### PROBLEM REQUIREMENTS
Transcribe the data exactly, stopping after the "Quick job: Give" line.

### DATA

──────────────────────────────

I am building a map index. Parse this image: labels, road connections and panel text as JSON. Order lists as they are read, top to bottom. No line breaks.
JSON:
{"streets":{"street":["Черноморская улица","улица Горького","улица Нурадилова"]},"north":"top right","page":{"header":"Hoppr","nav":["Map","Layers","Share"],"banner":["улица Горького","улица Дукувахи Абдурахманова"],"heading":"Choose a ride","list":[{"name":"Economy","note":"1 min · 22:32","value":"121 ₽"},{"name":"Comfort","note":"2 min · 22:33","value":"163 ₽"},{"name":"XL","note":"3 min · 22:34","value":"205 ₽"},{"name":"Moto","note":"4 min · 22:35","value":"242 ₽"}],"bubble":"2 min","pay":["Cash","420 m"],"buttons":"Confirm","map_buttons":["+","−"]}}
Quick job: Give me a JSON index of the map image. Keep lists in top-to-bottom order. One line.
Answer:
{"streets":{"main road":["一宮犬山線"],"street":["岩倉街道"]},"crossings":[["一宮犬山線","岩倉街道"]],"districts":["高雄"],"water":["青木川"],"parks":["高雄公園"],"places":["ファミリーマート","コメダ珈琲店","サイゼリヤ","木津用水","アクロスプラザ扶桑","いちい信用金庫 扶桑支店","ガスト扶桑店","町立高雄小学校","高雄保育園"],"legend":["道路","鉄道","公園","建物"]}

──────────────────────────────

### TASK RESULT
I am building a map index. Parse this image: labels, road connections and panel text as JSON. Order lists as they are read, top to bottom. No line breaks.
JSON:
{"streets":{"street":["Черноморская улица","улица Горького","улица Нурадилова"]},"north":"top right","page":{"header":"Hoppr","nav":["Map","Layers","Share"],"banner":["улица Горького","улица Дукувахи Абдурахманова"],"heading":"Choose a ride","list":[{"name":"Economy","note":"1 min · 22:32","value":"121 ₽"},{"name":"Comfort","note":"2 min · 22:33","value":"163 ₽"},{"name":"XL","note":"3 min · 22:34","value":"205 ₽"},{"name":"Moto","note":"4 min · 22:35","value":"242 ₽"}],"bubble":"2 min","pay":["Cash","420 m"],"buttons":"Confirm","map_buttons":["+","−"]}}
Quick job: Give me a JSON index of the map image. Keep lists in top-to-bottom order. One line.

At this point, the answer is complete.